(La Nouvelle République)- « Le Togo dénombre à la date du 25 mai 2025, au total 8 cas positifs de MPOX. La surveillance des personnes contacts est toujours en cours », a déclaré Pr Anoumou Yaotsè Dagnra, Professeur agrégé de bactériologie et de virologie à l’Université de Lomé, Chef du service de microbiologie du CHU Sylvanus Olympio de Lomé et Coordonnateur du comité de riposte MPOX au Togo. Les autorités sont en alerte. Face à la menace, le ministère de la Santé et de l’Hygiène publique a renforcé la surveillance épidémiologique, mis en place une prise en charge adaptée et lancé une campagne de sensibilisation pour inciter la population à adopter les bons gestes de prévention.

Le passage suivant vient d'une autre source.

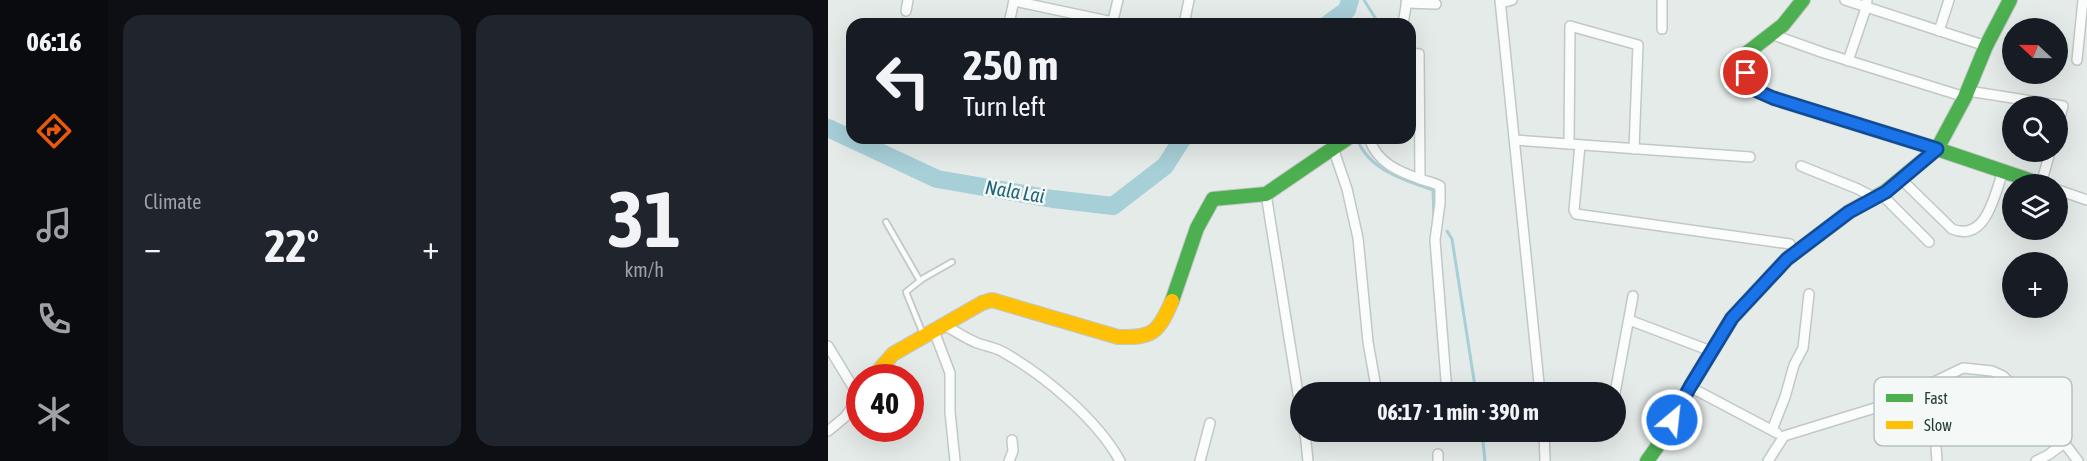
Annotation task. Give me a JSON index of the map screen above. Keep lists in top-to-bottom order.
{
  "water": ["Nala Lai"],
  "legend": ["Fast", "Slow"],
  "north": "left",
  "page": {
    "tabs": "06:16",
    "tile": [
      "Climate",
      ["31", "km/h"]
    ],
    "map_buttons": "+",
    "turn": ["250 m", "Turn left"],
    "heat": ["−", "22°", "+"],
    "limit": "40",
    "trip": "06:17 · 1 min · 390 m"
  }
}
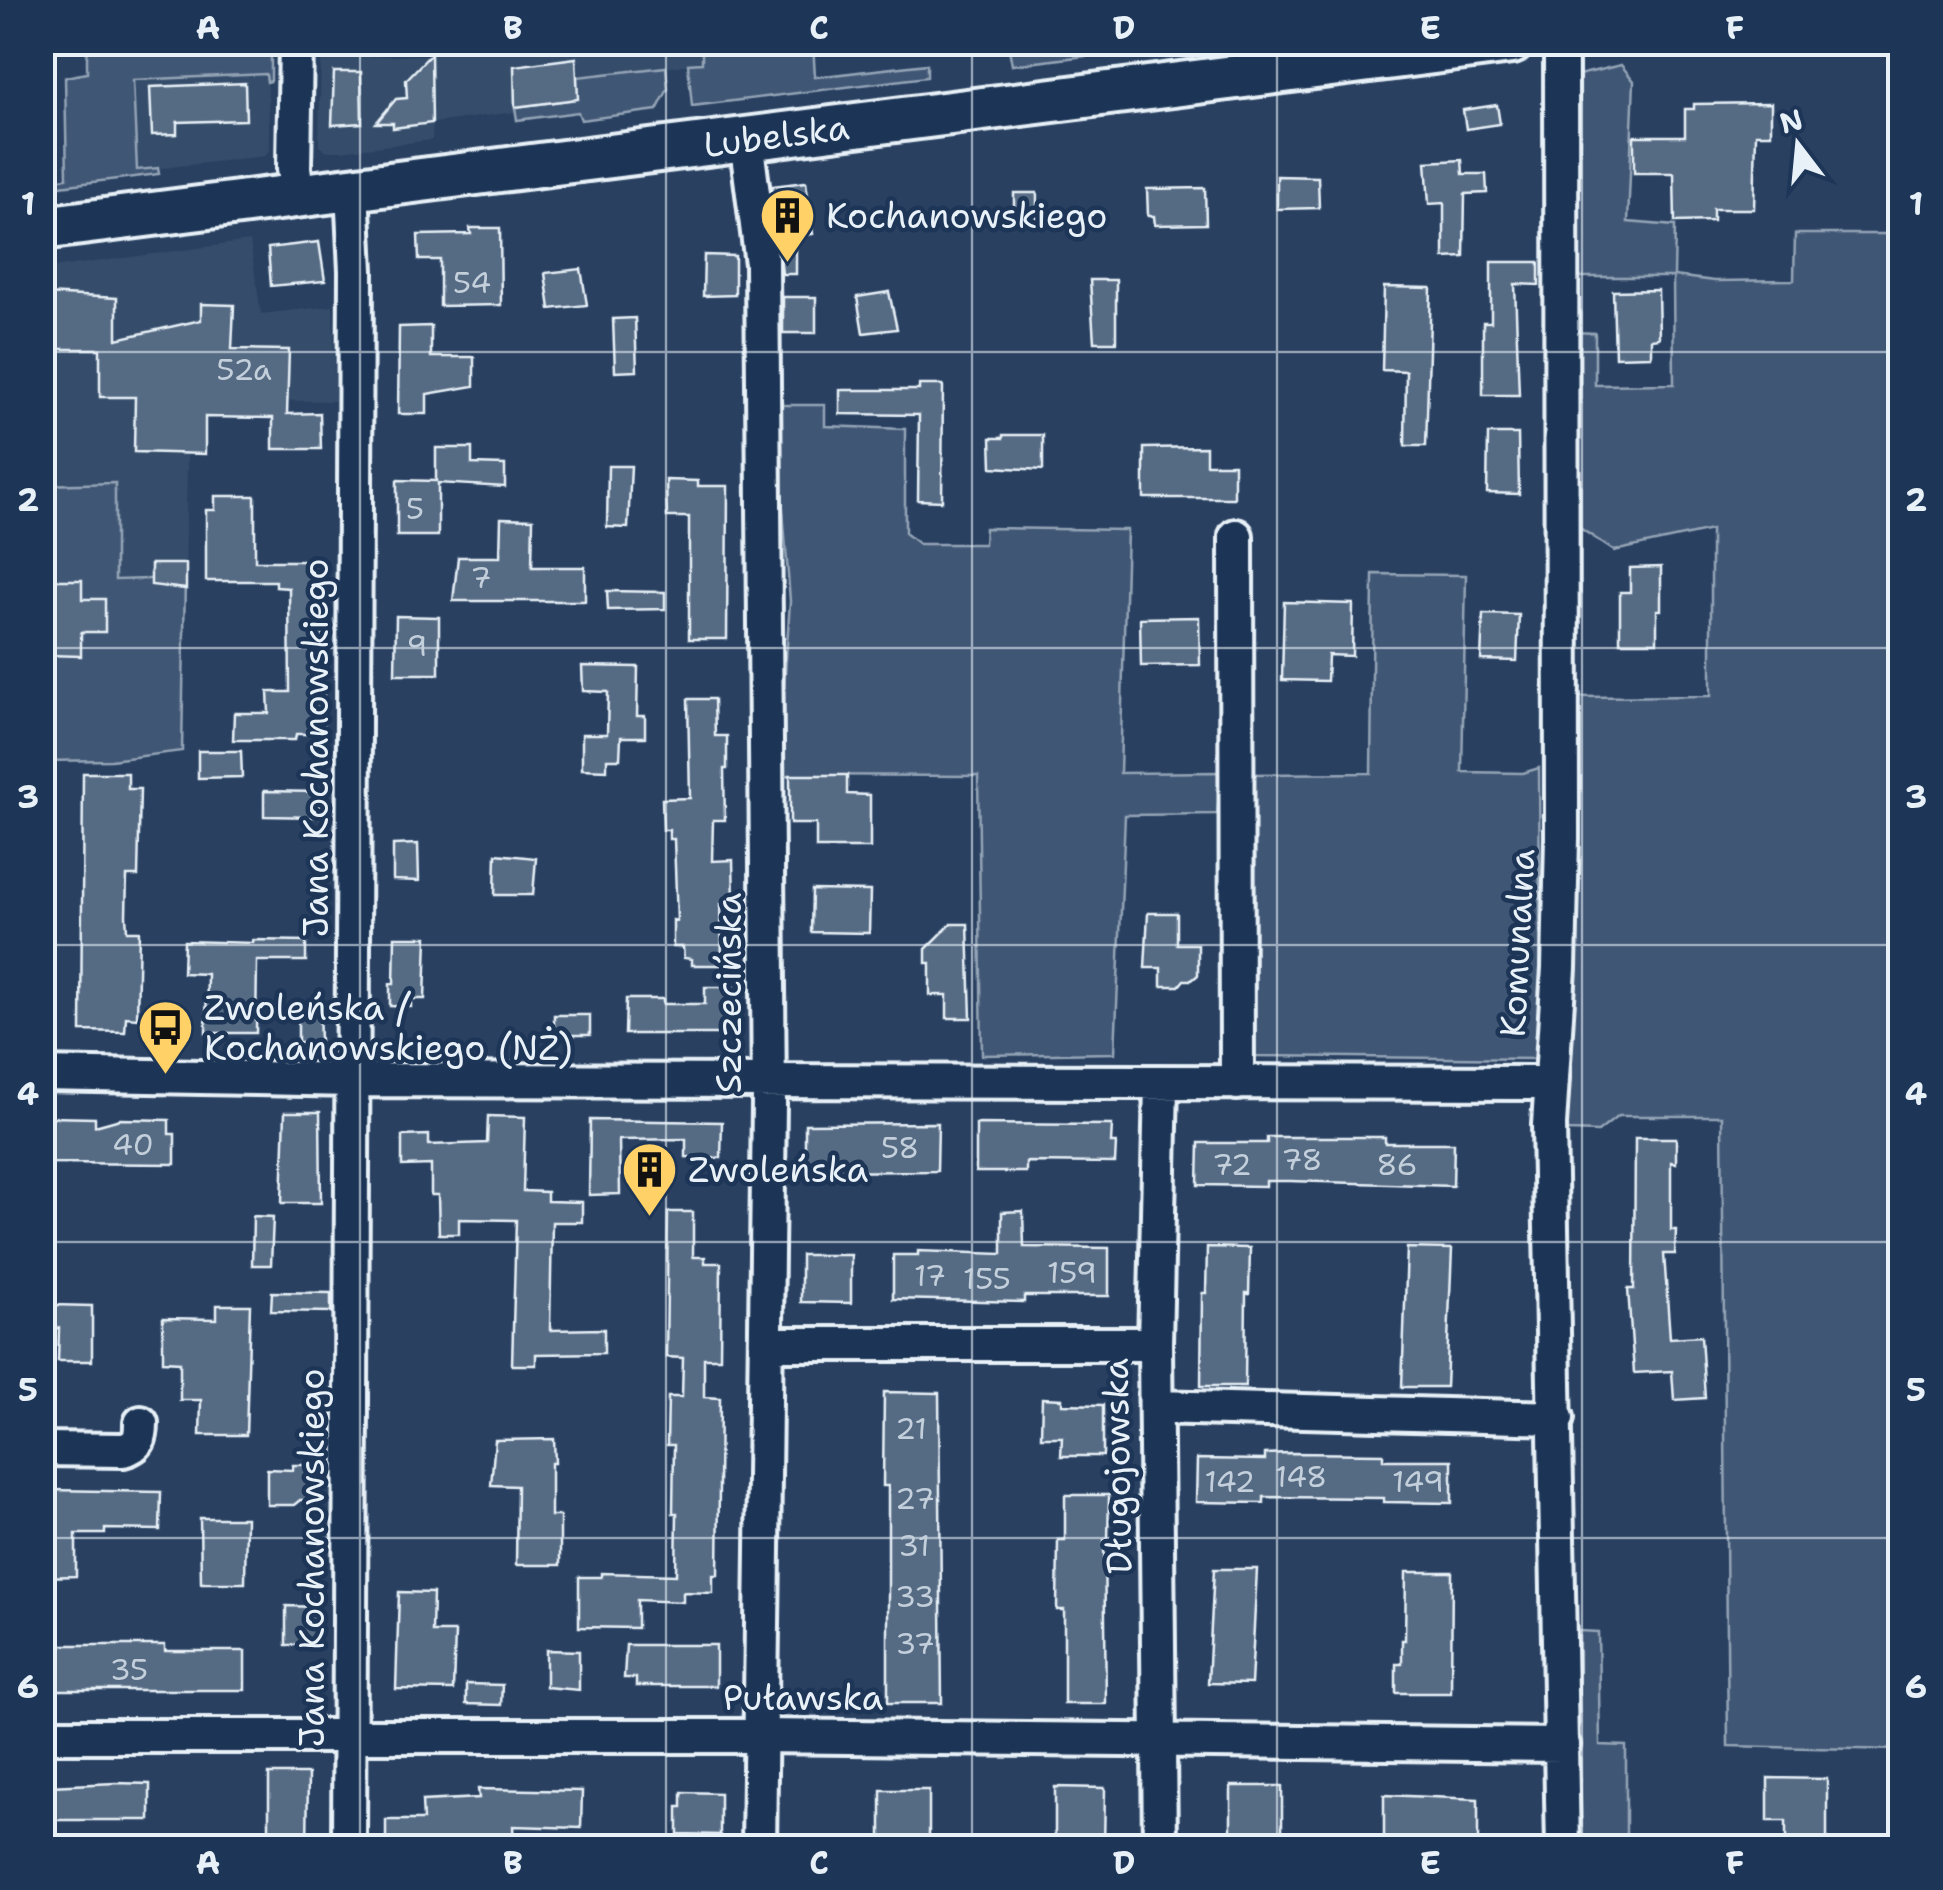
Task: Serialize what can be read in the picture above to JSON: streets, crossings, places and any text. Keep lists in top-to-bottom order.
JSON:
{
  "streets": {
    "main road": ["Lubelska"],
    "street": [
      "Jana Kochanowskiego",
      "Komunalna",
      "Szczecińska",
      "Długojowska",
      "Puławska"
    ]
  },
  "crossings": [
    ["Lubelska", "Jana Kochanowskiego"],
    ["Lubelska", "Szczecińska"],
    ["Jana Kochanowskiego", "Puławska"],
    ["Komunalna", "Puławska"],
    ["Szczecińska", "Puławska"],
    ["Długojowska", "Puławska"]
  ],
  "places": {
    "building": ["Kochanowskiego", "Zwoleńska"],
    "bus stop": ["Zwoleńska / Kochanowskiego (NŻ)"]
  },
  "house_numbers": [
    "54",
    "52a",
    "5",
    "7",
    "9",
    "40",
    "58",
    "78",
    "72",
    "86",
    "159",
    "17",
    "155",
    "21",
    "148",
    "142",
    "149",
    "27",
    "31",
    "33",
    "37",
    "35"
  ],
  "north": "top",
  "grid": {
    "columns": [
      "A",
      "B",
      "C",
      "D",
      "E",
      "F"
    ],
    "rows": [
      "1",
      "2",
      "3",
      "4",
      "5",
      "6"
    ]
  }
}
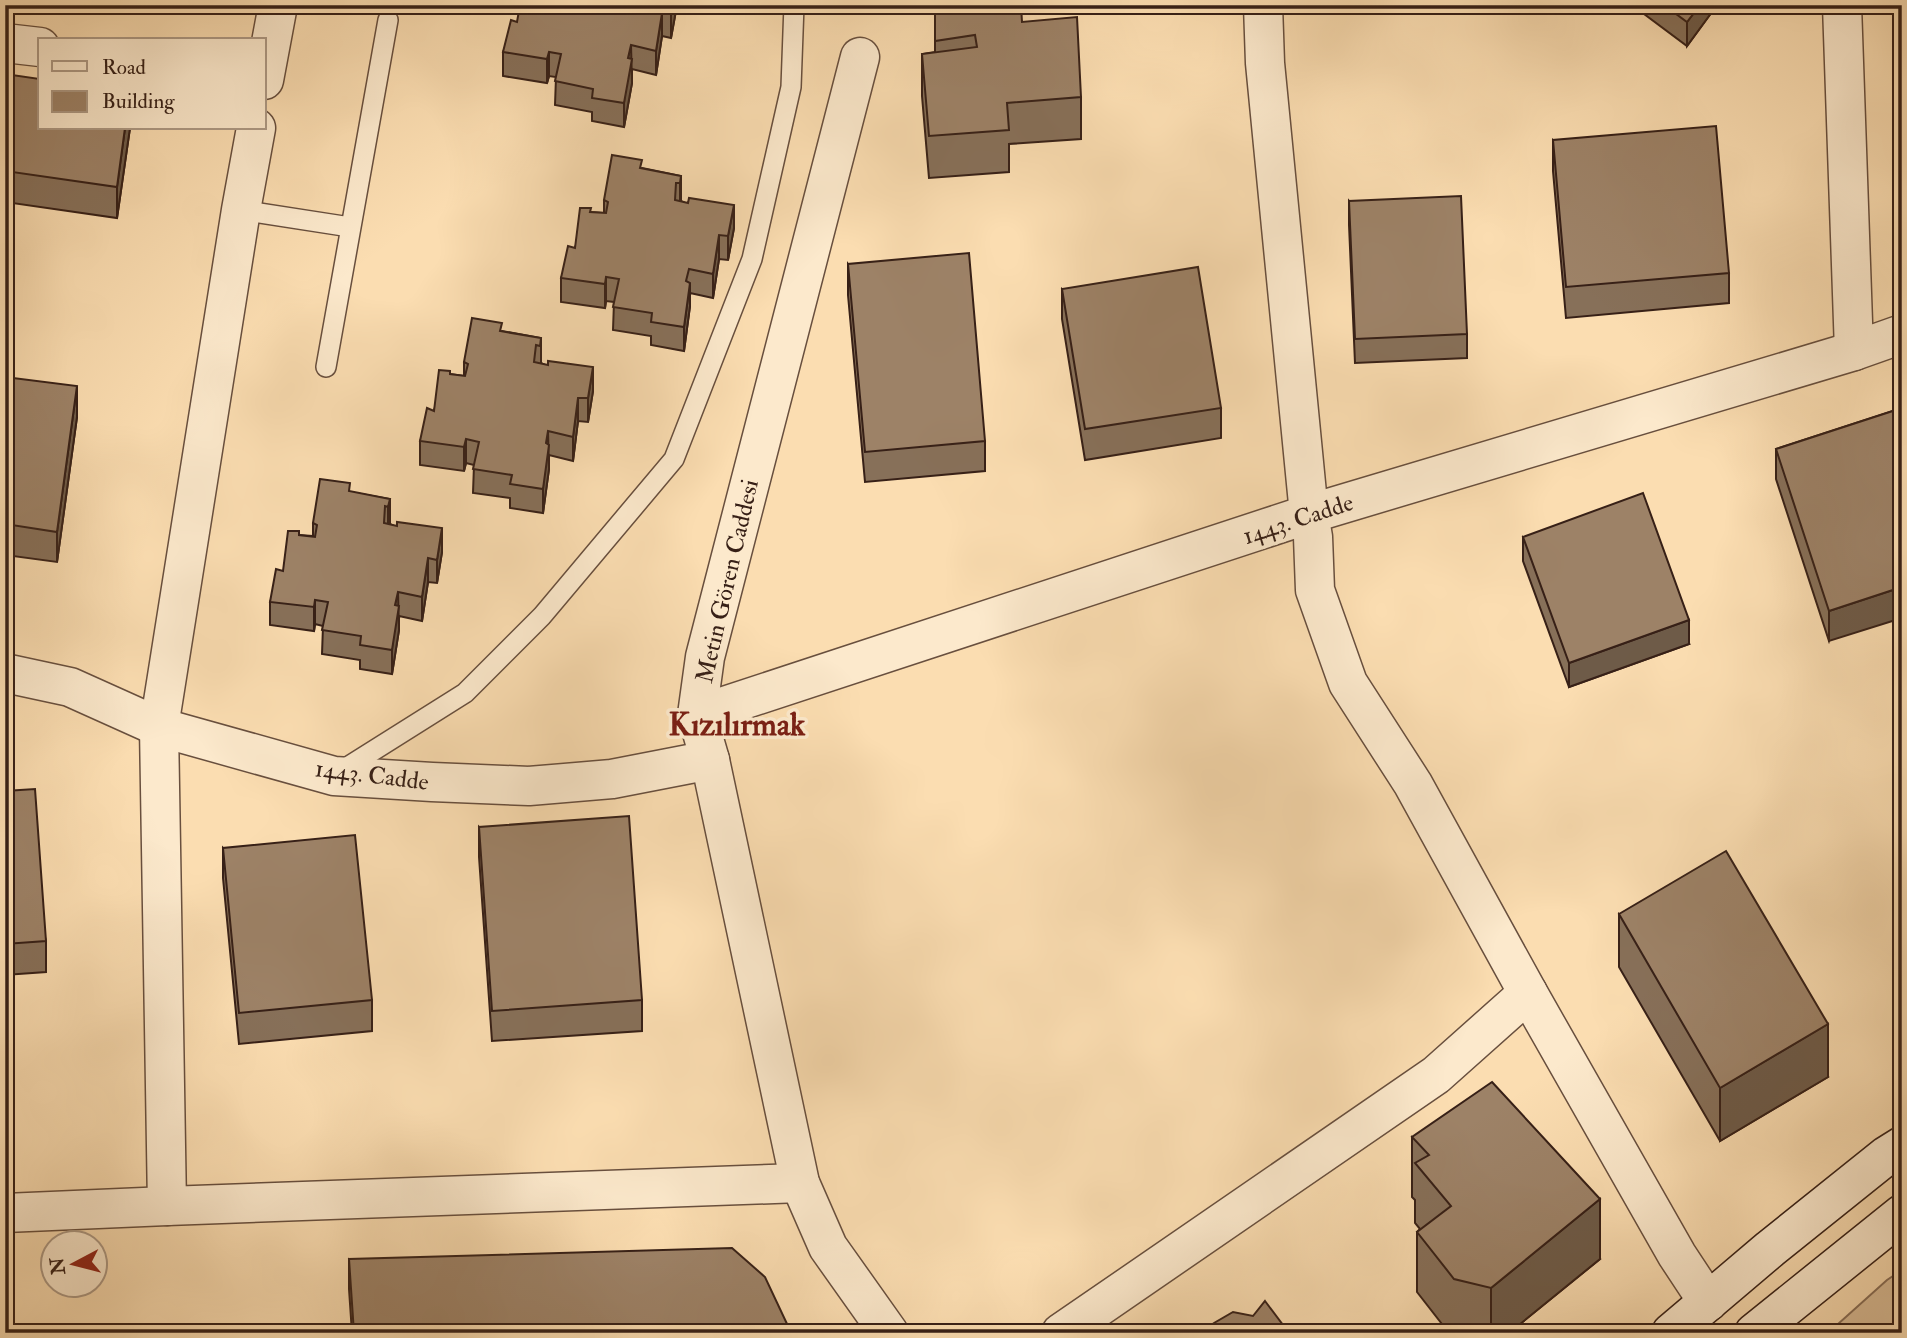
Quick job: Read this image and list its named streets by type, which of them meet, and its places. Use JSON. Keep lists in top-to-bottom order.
{
  "streets": {
    "street": ["1443. Cadde", "Metin Gören Caddesi"]
  },
  "crossings": [
    ["1443. Cadde", "Metin Gören Caddesi"]
  ],
  "districts": ["Kızılırmak"],
  "legend": ["Road", "Building"],
  "north": "left"
}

Selon le coordonnateur du comité de riposte Pr Anoumou Yaotsè Dagnra, Professeur agrégé de bactériologie et de virologie à l’Université de Lomé, la mpox, causée par l’orthopoxvirus simien, se transmet principalement par contact direct avec une personne infectée, bien que la transmission via des objets contaminés ou des animaux infectés soit également possible. « Cette maladie se manifeste souvent par une éruption cutanée douloureuse et persistante, accompagnée de symptômes tels que fièvre, maux de tête, et adénopathies, gonflements pathologiques d’un ou plusieurs ganglions du système lymphatique, l’un des principaux moyens de défense de l’organisme », souligne-t-il.
Quand bien même la variole du singe est mortelle avec un cas sur dix, et n’épargne personne, cette affection guérit en général spontanément et les symptômes ne durent que 2 à 4 semaines.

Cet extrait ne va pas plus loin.